Directions for this task.
Only lines with the word "trace" are wanted; copy each of them from the listing below.
※
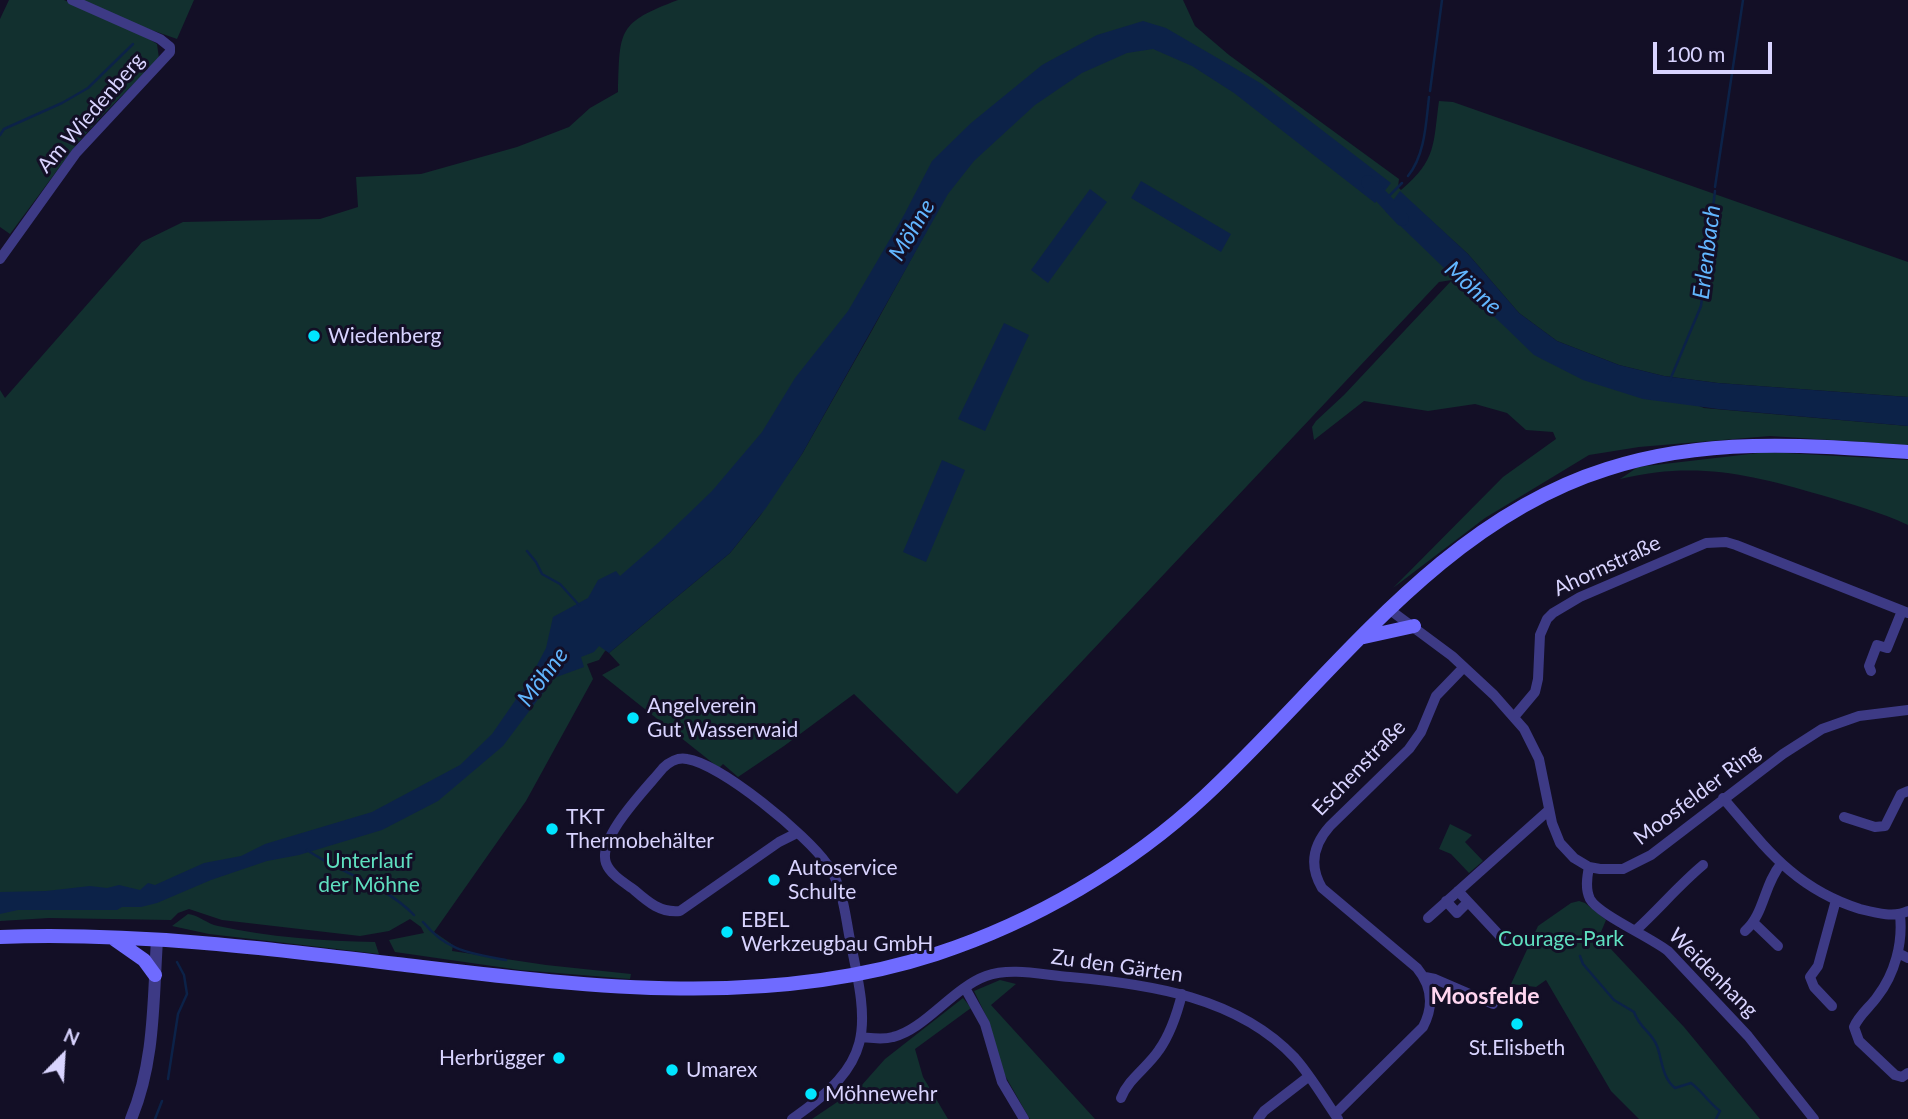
<!DOCTYPE html>
<html>
<head>
<meta charset="utf-8">
<style>
  body { margin:0 }
  #map { position:relative; width:1908px; height:1119px; overflow:hidden; background:#130f26; font-family:Lato,sans-serif }
  canvas { display:block }
  .north { position:absolute; left:28px; top:1021px; width:70px; height:70px; -webkit-text-stroke:5px #130f26; paint-order:stroke; rotate:24deg; font-size:19px; font-weight:700; line-height:28px; text-align:center; color:#d9d4ff }
  .north::after { content:''; display:block; margin:auto; width:24px; height:32px; background:#d9d4ff; clip-path:polygon(50% 0,100% 100%,50% 72%,0 100%) }
  .scale { position:absolute; left:1653px; top:42px; width:119px; height:32px; box-sizing:border-box; border:4px solid #d9d4ff; border-top:0; padding-left:9px; font-size:21px; line-height:24px; white-space:nowrap; color:#d9d4ff; -webkit-text-stroke:5px #130f26; paint-order:stroke }
</style>
</head>
<body>
<div id="map">
<canvas width="1908" height="1119"></canvas>
<div class="north">N</div>
<div class="scale">100 m</div>
</div>
<script>
const ctx = document.querySelector('canvas').getContext('2d');
ctx.lineJoin = 'round';
function paint(path, color) {
  ctx.fillStyle = color;
  ctx.fill(path, 'evenodd');
}
function trace(path, color, width, dash) {
  ctx.strokeStyle = color;
  ctx.lineWidth = width;
  ctx.lineCap = dash ? 'butt' : 'round';
  ctx.setLineDash(dash || []);
  ctx.stroke(path);
}
function drawText(font, color, halo, rows, align = 'center') {
  ctx.font = font + ' Lato,sans-serif';
  ctx.lineWidth = 6;
  ctx.setLineDash([]);
  ctx.textBaseline = 'middle';
  ctx.strokeStyle = halo;
  ctx.fillStyle = color;
  for (const [text, x, y, turn = 0] of rows) {
    ctx.save();
    ctx.translate(x, y);
    ctx.rotate((+turn || 0) * Math.PI / 180);
    ctx.textAlign = isNaN(turn) ? turn : align;
    if (halo) ctx.strokeText(text, 0, 0);
    ctx.fillText(text, 0, 0);
    ctx.restore();
  }
}
const green = new Path2D(`
  M9,0h55l82,37 11,7 2,14 -57,58 -26,29 -66,89 -10,-7v-208z
  M79,0h115l-17,39 -54,-19z
  M678,0h505l12,26 34,29 170,124 -1,8 3,3c36,-30 32,-46 38,-89l14,1 455,160v135l-190,-14 -54,-7 -45,-11 -62,-24 -38,-28 -51,-59 -65,-59 110,133 191,80 204,18v19l-138,-9 -131,11 -50,8 -104,63 -92,70 110,-111 53,-38 -3,-7 -27,-2 -19,-17 -32,-9 -47,7 -64,-10 -50,39 -2,-13 4,-6 28,-26 108,-115 -13,2 -482,512 -103,-100 -70,52 -46,31 -15,-13 -4,4 -117,-93 18,-10 -11,-12 121,-100 33,-41 -98,91 -60,48 -6,9 -12,4 6,15 -67,122 -92,131 19,13 -1,6 94,14 85,9 -1,5 -110,-9 -125,-18 -6,-12 35,-7 -3,-6 -11,-8 -21,12 -29,5 -138,-16 -33,-11 -11,4 -7,7 -122,-2 -49,3v-531l5,8 137,-156 41,-20 137,-3 38,-12 -2,-30 65,-3 96,-27 52,-20 21,-19 28,-16c2,-62 -1,-69 60,-92zM944,199l-74,135 -68,120 -16,23z
  M1767,452l141,8v65c-28,-13 -57,-21 -87,-30 -72,-21 -126,-34 -201,-16l18,-12z
  M1450,824l22,11 -7,7 18,19 -14,12 -18,-19 -12,-5z
  M1579,901l6,2 21,17 -8,19 11,8 75,80 76,92h-121l-28,-28 -65,-111 -10,7 -25,-3 27,-58 33,-23z
  M188,914c11,1 19,10 30,12 50,11 106,15 157,16l4,12 -170,-20 -37,-8z
  M1000,980l16,4 -25,21 104,114h-65l-2,-3 -25,-44 -14,-50 -15,-31z
  M963,998l8,10 -56,41 8,28 25,42h-136l49,-33 24,-27z`);
const water = new Path2D(`
  M1143,21l23,7 96,56 129,99 -16,20 -141,-110 -42,-27 -39,-17 -26,4 -45,20 -47,32 -61,56 -26,33 -146,260 -36,54 -36,45 -121,100 -10,-7 -5,6 -13,5 3,10 -30,11 -51,68 -65,55 -56,29 -83,25 -32,6 -56,19 -54,23 -16,4h-19l-5,3h-99l-18,4v-22l46,-1 44,-5 17,2 12,-3 21,5 8,-7 7,2 49,-22 37,-7 24,-12 107,-32 88,-47 32,-31 36,-52 18,-34 7,-31 35,-19 10,-18 18,-9 4,5 38,-33 54,-52 50,-59 33,-54 53,-67 56,-96 28,-54 39,-38 71,-58 55,-30z
  M1141,181l90,53 -10,18 -90,-54z
  M1090,189l17,13 -59,81 -17,-13z
  M1400,191l68,63 51,59 38,28 62,24 45,11 54,7 190,14v29l-190,-17 -75,-10 -60,-19 -49,-25 -149,-144z
  M1004,323l25,12 -44,96 -27,-12z
  M942,460l23,10 -39,92 -23,-10z`);
const stream = new Path2D(`
  M1430,91l12,-91
  M0,135l4,-6 58,-26 26,-15 45,-44
  M1408,176c17,-21 18,-53 21,-79
  M1715,187l28,-187
  M1385,200l17,-17
  M1670,380l31,-74 14,-115
  M527,551l9,11 6,12 18,10 19,21
  M307,850c35,24 77,34 107,65
  M423,922c25,30 47,31 83,38
  M1580,956l3,8 31,36 20,12c6,17 17,19 23,34 5,13 5,32 18,42l16,-5c11,8 17,19 29,28l-4,8
  M168,1079l10,-65 9,-20 -3,-19 -7,-13
  M155,1119l7,-18`);
const river = new Path2D(`
  M1368,182l34,37`);
const minor = new Path2D(`
  M0,259l76,-106 94,-101v-5l-10,-8 -88,-39
  M1390,610l62,46 42,39 30,34 15,30 13,64 8,20 14,15 15,9 11,2h23l28,-14 132,-101 39,-25 37,-13 49,-6
  M1871,671l-2,-5 8,-21 10,3 15,-37
  M1514,717l21,-25 3,-13 2,-44 7,-16 6,-6 27,-16 126,-54 20,-1 10,3 172,68
  M1723,798c43,50 71,90 137,111 16,4 34,9 48,2
  M1844,817l31,10 10,-1 16,-32 7,-3
  M1589,867c-2,10 -4,22 1,32 8,15 60,38 78,52l80,85 66,83
  M1458,891l43,46
  M1446,901l11,12 11,-11
  M1900,915c3,28 -5,59 -23,82 -7,10 -18,18 -23,30l5,14 36,34 7,2 6,-4
  M1428,918l121,-108
  M1754,923l24,23
  M1636,930c23,-21 43,-45 67,-65
  M1745,931c19,-16 19,-47 36,-67
  M1898,953l10,5
  M1425,977l10,2 58,25
  M965,988l20,36 17,58 22,37
  M1832,1006l-18,-19 -4,-10 8,-11 18,-66
  M861,1037c11,1 21,3 32,0 31,-7 60,-49 93,-61 25,-9 57,-1 84,1 79,7 168,20 225,81 16,18 29,41 43,61
  M1121,1098c8,-20 26,-30 38,-48 12,-17 18,-36 23,-56
  M1335,1114l88,-87c11,-21 9,-41 -6,-59l-95,-80c-13,-22 -9,-43 8,-62l79,-77 12,-17 15,-36 28,-29
  M792,1119c82,-57 78,-86 58,-179 -5,-26 -7,-54 -23,-76 -20,-29 -106,-100 -140,-105 -9,-2 -18,3 -24,9 -16,20 -66,69 -57,95 4,11 17,19 27,26 15,13 27,24 47,22l99,-69 18,-9
  M1258,1119l6,-8 44,-34`);
const tertiary = new Path2D(`
  M131,1119c24,-57 22,-118 26,-179`);
const secondary = new Path2D(`
  M1364,637l50,-11
  M0,937c132,-5 266,11 397,27 178,21 364,47 539,-10 98,-32 194,-88 269,-158 125,-116 233,-274 402,-327 98,-32 200,-24 301,-17
  M114,939l30,21 11,15`);
const markers = [
  [314,336,7,"#00e5ff"],
  [633,718,7,"#00e5ff"],
  [552,829,7,"#00e5ff"],
  [774,880,7,"#00e5ff"],
  [727,932,7,"#00e5ff"],
  [1517,1024,7,"#00e5ff"],
  [559,1058,7,"#00e5ff"],
  [672,1070,7,"#00e5ff"],
  [811,1094,7,"#00e5ff"]
];
const streetNames = [
  ["Am Wiedenberg",91,113,-49],
  ["Ahornstraße",1607,566,-25],
  ["Eschenstraße",1359,768,-46],
  ["Moosfelder Ring",1697,795,-37],
  ["Zu den Gärten",1117,966,8],
  ["Weidenhang",1713,973,45]
];
const poiNames = [
  ["Wiedenberg",328,336],
  ["Angelverein",647,706],
  ["Gut Wasserwaid",647,730],
  ["TKT",566,817],
  ["Thermobehälter",566,841],
  ["Autoservice",788,868],
  ["Schulte",788,892],
  ["EBEL",741,920],
  ["Werkzeugbau GmbH",741,944],
  ["St.Elisbeth",1517,1048,"center"],
  ["Herbrügger",545,1058,"right"],
  ["Umarex",686,1070],
  ["Möhnewehr",825,1094]
];
const parkNames = [
  ["Unterlauf",369,861],
  ["der Möhne",369,885],
  ["Courage-Park",1561,939]
];
const waterNames = [
  ["Möhne",912,230,-59],
  ["Erlenbach",1707,252,-83],
  ["Möhne",1473,288,42],
  ["Möhne",543,677,-53]
];
const neighbourhoodNames = [
  ["Moosfelde",1485,997]
];
paint(green, '#12302f');
paint(water, '#0c2248');
trace(stream, '#0c2248', 2.5);
trace(river, '#0c2248', 14);
trace(minor, '#3d3a85', 10);
trace(tertiary, '#3d3a85', 12);
trace(secondary, '#6f6bff', 14);
for (const [x, y, r, color] of markers) {
  const dot = new Path2D();
  dot.arc(x, y, r, 0, 2 * Math.PI);
  ctx.fillStyle = color;
  ctx.fill(dot);
  trace(dot, '#130f26', 2.5);
}
drawText('21px', '#d9d4ff', '#130f26', streetNames);
drawText('21px', '#d9d4ff', '#130f26', poiNames, 'left');
drawText('21px', '#5fe0c0', '#130f26', parkNames);
drawText('italic 23px', '#62b6ff', '#130f26', waterNames);
drawText('bold 23px', '#ffd6f0', '#130f26', neighbourhoodNames);
</script>
</body>
</html>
※
Answer area.
function trace(path, color, width, dash) {
trace(stream, '#0c2248', 2.5);
trace(river, '#0c2248', 14);
trace(minor, '#3d3a85', 10);
trace(tertiary, '#3d3a85', 12);
trace(secondary, '#6f6bff', 14);
  trace(dot, '#130f26', 2.5);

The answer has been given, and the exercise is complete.